YOUR ASSIGNMENT: Search term "Elevation": copy each line of the records that contains it.

SOURCE DATA:
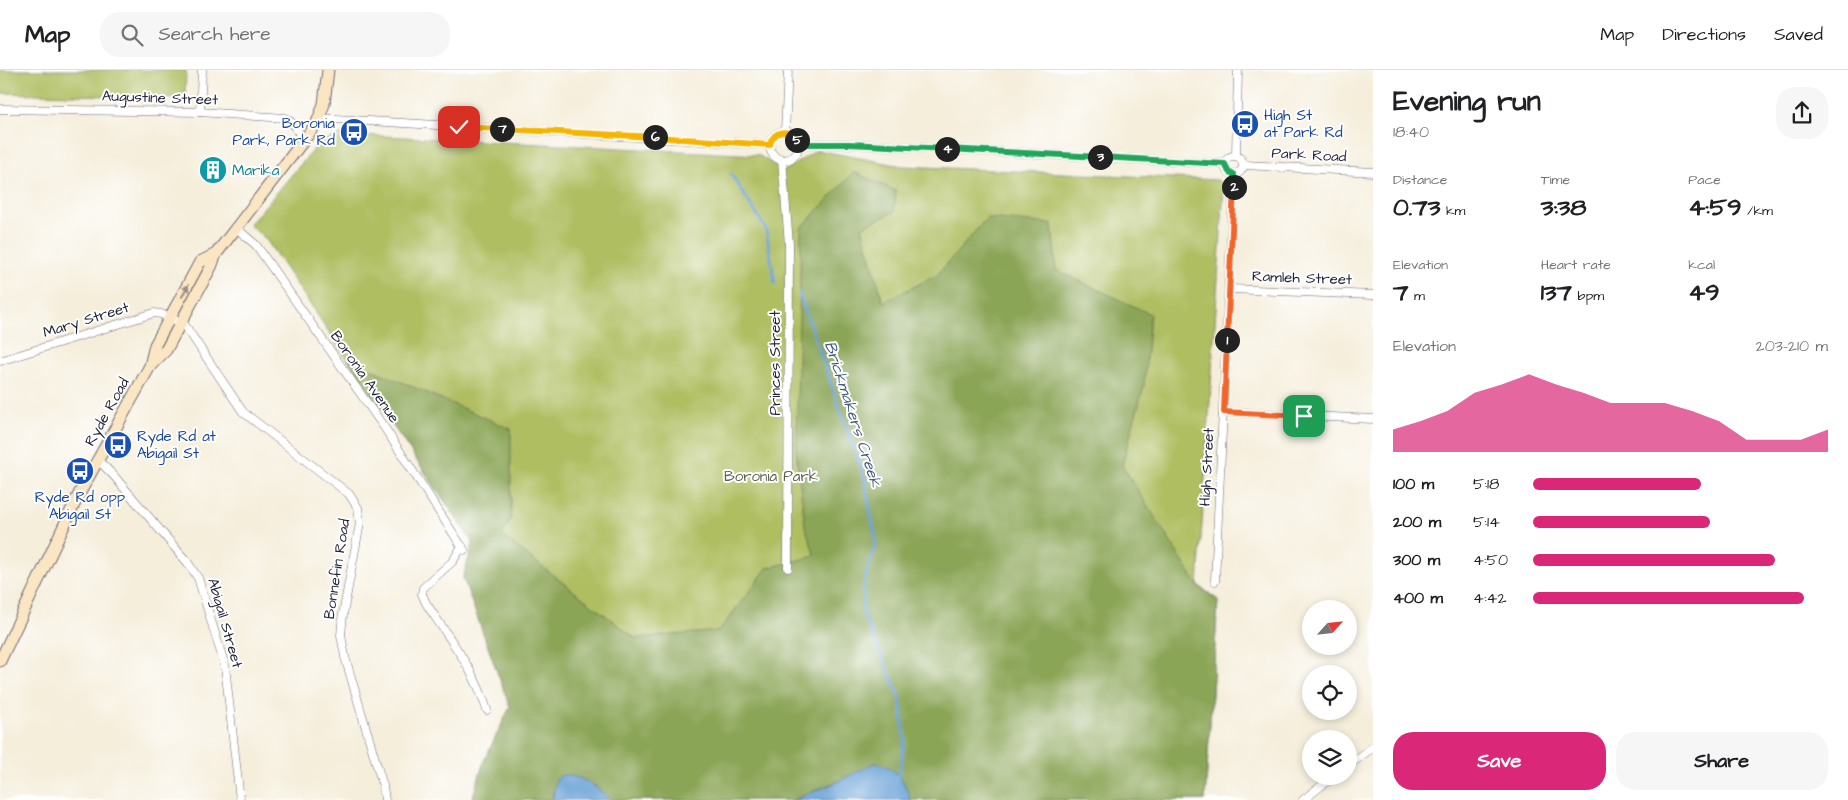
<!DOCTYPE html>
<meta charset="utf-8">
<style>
:root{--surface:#fff;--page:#f6f6f6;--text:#202124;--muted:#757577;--line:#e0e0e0;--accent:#db2777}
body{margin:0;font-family:"Architects Daughter",sans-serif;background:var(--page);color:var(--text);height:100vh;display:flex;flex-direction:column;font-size:19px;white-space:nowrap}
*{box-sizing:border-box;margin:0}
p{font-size:16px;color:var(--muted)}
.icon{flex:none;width:28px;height:28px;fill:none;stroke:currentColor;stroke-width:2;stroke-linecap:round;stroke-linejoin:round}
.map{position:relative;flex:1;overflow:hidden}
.panel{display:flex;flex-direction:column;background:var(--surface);width:475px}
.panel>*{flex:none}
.needle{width:32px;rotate:63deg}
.tools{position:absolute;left:1302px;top:530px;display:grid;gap:10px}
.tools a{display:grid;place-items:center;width:55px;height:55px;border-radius:50%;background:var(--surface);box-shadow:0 2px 8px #0003;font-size:25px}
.pin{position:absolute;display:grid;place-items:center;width:42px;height:42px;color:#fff;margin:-21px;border-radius:10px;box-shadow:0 2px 8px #0006}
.km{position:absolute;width:25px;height:25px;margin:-12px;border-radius:50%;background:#222;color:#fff;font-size:14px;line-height:25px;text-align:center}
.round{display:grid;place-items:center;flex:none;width:52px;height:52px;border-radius:20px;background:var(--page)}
.head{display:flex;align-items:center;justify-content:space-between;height:85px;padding:0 20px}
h1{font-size:28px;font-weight:800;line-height:38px}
.figures{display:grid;grid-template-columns:repeat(3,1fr);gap:8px;height:85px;padding:5px 20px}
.figures div{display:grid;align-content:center}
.figures b{font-size:25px;font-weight:800}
.figures small{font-size:14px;font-weight:400}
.figures p{font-size:14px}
.chart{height:140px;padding:10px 20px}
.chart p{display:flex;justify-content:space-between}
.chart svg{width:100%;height:90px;margin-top:5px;fill:var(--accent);opacity:.7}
.cta{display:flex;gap:10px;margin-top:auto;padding:10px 20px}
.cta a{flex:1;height:58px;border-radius:20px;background:var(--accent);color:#fff;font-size:20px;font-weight:800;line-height:58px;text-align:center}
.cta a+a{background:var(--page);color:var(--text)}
ul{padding:0 20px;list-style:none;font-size:16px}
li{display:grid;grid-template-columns:80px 60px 1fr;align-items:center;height:38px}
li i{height:12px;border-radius:6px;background:var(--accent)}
header{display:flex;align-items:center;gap:30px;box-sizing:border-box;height:70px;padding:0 25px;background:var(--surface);border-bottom:1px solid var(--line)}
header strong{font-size:24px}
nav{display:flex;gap:28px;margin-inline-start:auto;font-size:18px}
.search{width:350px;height:45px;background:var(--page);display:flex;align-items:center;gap:12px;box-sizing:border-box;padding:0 18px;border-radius:20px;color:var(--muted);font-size:19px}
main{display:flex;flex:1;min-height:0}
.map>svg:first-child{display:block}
</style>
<header>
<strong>Map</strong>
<div class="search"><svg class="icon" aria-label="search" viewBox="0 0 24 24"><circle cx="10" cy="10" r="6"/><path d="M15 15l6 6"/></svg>Search here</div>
<nav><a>Map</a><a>Directions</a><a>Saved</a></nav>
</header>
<main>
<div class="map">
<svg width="1373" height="730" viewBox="0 0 1373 730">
<rect width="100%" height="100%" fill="#fff"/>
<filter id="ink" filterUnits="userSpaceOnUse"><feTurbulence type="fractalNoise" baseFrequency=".02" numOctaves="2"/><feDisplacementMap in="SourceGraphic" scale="10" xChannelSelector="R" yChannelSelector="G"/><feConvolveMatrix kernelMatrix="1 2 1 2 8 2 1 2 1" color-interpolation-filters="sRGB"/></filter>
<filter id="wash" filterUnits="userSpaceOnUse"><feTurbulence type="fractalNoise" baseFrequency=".0096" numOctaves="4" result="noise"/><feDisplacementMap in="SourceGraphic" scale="20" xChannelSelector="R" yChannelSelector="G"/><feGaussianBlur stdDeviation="1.12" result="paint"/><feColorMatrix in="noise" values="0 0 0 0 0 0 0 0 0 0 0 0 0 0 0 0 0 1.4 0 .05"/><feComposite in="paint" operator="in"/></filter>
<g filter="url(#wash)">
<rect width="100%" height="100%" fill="#f5eedb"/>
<g fill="#afbe60" stroke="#68704e">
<path d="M0,0h186l-1,28 -185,-5z"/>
<path d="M343,64l415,21 26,16 33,-21 85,16 316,14 6,6 -26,399 20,15 -13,200h-295l-1,-7 -103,1 -13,6h-183l-7,-8h-50l-1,8h-80l12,-39 26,-54 -47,-129 10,-35 -208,-305 -16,-13 70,-82z"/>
</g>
<path fill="#8ba556" stroke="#566448" d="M854,102l42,19 -2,21 -32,15 21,75 54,-27 50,-57 65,6 4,46 94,44 -6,72 -22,79 76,121 20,14 -13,200h-295l-8,-21 -57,-1 -52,22h-183l-16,-15 -41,7 -1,8h-80l12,-39 26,-54 -47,-129 10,-35 -125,-184 163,70v89l-9,18 133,102 84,-7 48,-63 48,-12 -10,-30 -9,-74 5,-224z"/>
<g fill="#68a0d6" stroke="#456188">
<path d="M874,693c20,1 32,19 36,37h-117l42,-17z"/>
<path d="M565,705c19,2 32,11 45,25h-58l4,-19 4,-5z"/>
</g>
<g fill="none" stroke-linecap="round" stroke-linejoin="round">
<g stroke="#68a0d6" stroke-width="3">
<path d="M731,104l35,55 9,54"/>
<path d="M799,223l65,184 12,64 -13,46v27l37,83 5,42 -6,34 -3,6"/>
</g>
</g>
</g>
<g filter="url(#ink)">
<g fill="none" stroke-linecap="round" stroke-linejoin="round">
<defs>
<g id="minor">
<path d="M0,39l200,3 85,6c11,6 16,14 15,26"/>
<path d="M200,42l2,-42"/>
<path d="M319,48l451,27"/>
<path d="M785,62l3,-62"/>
<circle cx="784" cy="76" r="14"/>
<path d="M798,74h51l376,20"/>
<path d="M1236,85l2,-85"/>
<circle cx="1234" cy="95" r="9"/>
<path d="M782,89l7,85 -1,324"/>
<path d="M1244,95l129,7"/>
<path d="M235,157l21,18 130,185 78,120"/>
<path d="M1230,219l143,6"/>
<path d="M0,291l154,-48 7,1 23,10 59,88 106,82 9,14 2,15 -17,91 -2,21 4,22 38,129 2,14"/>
<path d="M1224,342l149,7"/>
<path d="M98,390l16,16 74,87 10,15 27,88 15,134"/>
<path d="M462,476l-9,15 -30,27 -1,6 4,9c23,36 48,65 61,107"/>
<path d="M1215,511l19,-407"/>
<path d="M1349,695l24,-18"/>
<path d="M1303,730l31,-24"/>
</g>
<g id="secondary">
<path d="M150,296l16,-16 45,-83 5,-13 101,-131 7,-19 4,-34"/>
<path d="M0,591l79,-167 71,-128 5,-21 45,-83 16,-8"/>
</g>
</defs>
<use href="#minor" stroke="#6c6973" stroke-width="9"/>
<use href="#secondary" stroke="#6c6973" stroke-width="13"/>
<use href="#minor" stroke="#fff" stroke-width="8"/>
<use href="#secondary" stroke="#fbe6c4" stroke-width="11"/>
</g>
<defs><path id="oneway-solid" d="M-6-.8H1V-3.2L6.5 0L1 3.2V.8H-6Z" transform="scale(1.25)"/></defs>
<use fill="#998e86" href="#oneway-solid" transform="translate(185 221) rotate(-62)"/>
</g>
<g fill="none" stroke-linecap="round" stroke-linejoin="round" filter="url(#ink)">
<defs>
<path id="split-1" d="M1227,270l-3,72 80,4"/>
<path id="split-2" d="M1227,270l7,-153"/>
<path id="split-3" d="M1100,87l125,7 4,8 5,2v13"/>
<path id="split-4" d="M947,79l153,8"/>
<path id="split-5" d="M797,70l1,4h51l98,5"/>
<path id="split-6" d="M655,67l115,8c3,-15 19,-17 27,-5"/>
<path id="split-7" d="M502,59l153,8"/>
<path id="split-8" d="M459,57l43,2"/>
</defs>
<use href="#split-1" stroke="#fff" stroke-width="10"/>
<use href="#split-2" stroke="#fff" stroke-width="10"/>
<use href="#split-3" stroke="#fff" stroke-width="10"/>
<use href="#split-4" stroke="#fff" stroke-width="10"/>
<use href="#split-5" stroke="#fff" stroke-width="10"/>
<use href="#split-6" stroke="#fff" stroke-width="10"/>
<use href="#split-7" stroke="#fff" stroke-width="10"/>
<use href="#split-8" stroke="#fff" stroke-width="10"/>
<use href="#split-1" stroke="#f0652b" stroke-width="6"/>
<use href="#split-2" stroke="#f0652b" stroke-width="6"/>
<use href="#split-3" stroke="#22a559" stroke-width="6"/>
<use href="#split-4" stroke="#22a559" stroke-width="6"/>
<use href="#split-5" stroke="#22a559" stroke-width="6"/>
<use href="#split-6" stroke="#f5b400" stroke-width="6"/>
<use href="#split-7" stroke="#f5b400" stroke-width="6"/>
<use href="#split-8" stroke="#f5b400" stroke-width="6"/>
</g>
<defs>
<symbol id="bus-disc" viewBox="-11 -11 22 22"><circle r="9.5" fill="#1a4fb4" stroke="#fff"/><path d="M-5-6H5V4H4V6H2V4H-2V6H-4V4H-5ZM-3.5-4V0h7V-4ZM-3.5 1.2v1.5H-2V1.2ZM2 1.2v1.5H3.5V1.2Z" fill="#fff"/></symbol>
<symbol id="building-disc" viewBox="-11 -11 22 22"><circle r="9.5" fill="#0f9aa8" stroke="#fff"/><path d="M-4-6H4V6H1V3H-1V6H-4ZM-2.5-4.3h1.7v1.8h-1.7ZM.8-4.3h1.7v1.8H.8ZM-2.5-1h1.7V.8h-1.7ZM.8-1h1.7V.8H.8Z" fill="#fff"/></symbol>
</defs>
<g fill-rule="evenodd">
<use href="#bus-disc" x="1229" y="38" width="32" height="32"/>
<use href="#bus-disc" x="338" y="46" width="32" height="32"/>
<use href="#building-disc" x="197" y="84" width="32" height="32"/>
<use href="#bus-disc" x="102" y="359" width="32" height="32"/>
<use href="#bus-disc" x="64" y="385" width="32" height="32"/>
</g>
<g text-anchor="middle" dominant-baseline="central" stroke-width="4" stroke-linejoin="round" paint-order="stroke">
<g font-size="15" fill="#22223b" stroke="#fff">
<text transform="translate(160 28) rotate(2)">Augustine Street</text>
<text transform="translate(1309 85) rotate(3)">Park Road</text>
<text transform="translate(1302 208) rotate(2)">Ramleh Street</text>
<text transform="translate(86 250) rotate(-17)">Mary Street</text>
<text transform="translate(775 293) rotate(-90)">Princes Street</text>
<text transform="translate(365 307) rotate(55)">Boronia Avenue</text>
<text transform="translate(107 342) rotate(-61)">Ryde Road</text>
<text transform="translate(1207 397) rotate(-87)">High Street</text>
<text transform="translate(337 499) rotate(-81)">Bonnefin Road</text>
<text transform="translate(225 553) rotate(74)">Abigail Street</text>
</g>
<g font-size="15" fill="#164399" stroke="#fff" text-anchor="start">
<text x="1264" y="45">High St<tspan x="1264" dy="17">at Park Rd</tspan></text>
<text x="335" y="53" text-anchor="end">Boronia<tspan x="335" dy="17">Park, Park Rd</tspan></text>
<text x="137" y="366">Ryde Rd at<tspan x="137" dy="17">Abigail St</tspan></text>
<text x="80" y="427" text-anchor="middle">Ryde Rd opp<tspan x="80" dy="17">Abigail St</tspan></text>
</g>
<g font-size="15" fill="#0d838f" stroke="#fff" text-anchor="start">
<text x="232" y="100">Marika</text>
</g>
<g font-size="15" fill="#5a604a" stroke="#fff">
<text x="771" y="406">Boronia Park</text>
</g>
<g font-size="16" font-style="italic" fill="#425b81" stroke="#fff">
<text transform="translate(853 344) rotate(72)">Brickmakers Creek</text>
</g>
</g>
</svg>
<div class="tools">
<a><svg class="needle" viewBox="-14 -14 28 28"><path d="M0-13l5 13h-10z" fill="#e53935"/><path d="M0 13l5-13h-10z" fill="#757577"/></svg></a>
<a><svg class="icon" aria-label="locate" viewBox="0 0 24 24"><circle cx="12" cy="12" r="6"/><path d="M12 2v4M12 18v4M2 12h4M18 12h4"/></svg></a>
<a><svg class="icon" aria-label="layers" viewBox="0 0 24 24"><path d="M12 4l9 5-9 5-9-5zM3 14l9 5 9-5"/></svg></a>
</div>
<div class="pin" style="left:1304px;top:346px;background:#1e9e55"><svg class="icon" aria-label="arrive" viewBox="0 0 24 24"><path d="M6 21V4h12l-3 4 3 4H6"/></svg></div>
<div class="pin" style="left:459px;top:57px;background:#d93025"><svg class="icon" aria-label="check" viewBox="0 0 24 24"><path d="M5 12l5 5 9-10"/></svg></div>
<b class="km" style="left:1227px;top:270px">1</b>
<b class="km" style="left:1234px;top:117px">2</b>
<b class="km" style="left:1100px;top:87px">3</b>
<b class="km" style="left:947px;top:79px">4</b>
<b class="km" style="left:797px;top:70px">5</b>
<b class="km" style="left:655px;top:67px">6</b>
<b class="km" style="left:502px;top:59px">7</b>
</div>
<section class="panel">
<div class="head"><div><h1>Evening run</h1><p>18:40</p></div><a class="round"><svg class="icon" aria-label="share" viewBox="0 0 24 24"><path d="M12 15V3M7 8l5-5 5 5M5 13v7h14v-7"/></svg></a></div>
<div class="figures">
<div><p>Distance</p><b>0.73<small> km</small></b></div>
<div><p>Time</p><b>3:38</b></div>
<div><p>Pace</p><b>4:59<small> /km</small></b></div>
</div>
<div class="figures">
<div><p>Elevation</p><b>7<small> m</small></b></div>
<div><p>Heart rate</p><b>137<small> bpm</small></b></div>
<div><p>kcal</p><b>49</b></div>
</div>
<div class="chart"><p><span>Elevation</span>203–210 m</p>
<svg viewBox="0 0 160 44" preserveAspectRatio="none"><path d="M0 44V33L10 29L20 24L30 15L40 11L50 6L60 11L70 15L80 20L90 20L100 20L110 24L120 29L130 38L140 38L150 38L160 33V44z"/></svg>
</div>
<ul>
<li><b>100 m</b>5:18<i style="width:57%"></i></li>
<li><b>200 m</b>5:14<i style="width:60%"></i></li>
<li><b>300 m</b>4:50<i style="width:82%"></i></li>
<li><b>400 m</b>4:42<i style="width:92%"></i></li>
</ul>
<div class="cta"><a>Save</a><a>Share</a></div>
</section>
</main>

WRITTEN ANSWER:
<div><p>Elevation</p><b>7<small> m</small></b></div>
<div class="chart"><p><span>Elevation</span>203–210 m</p>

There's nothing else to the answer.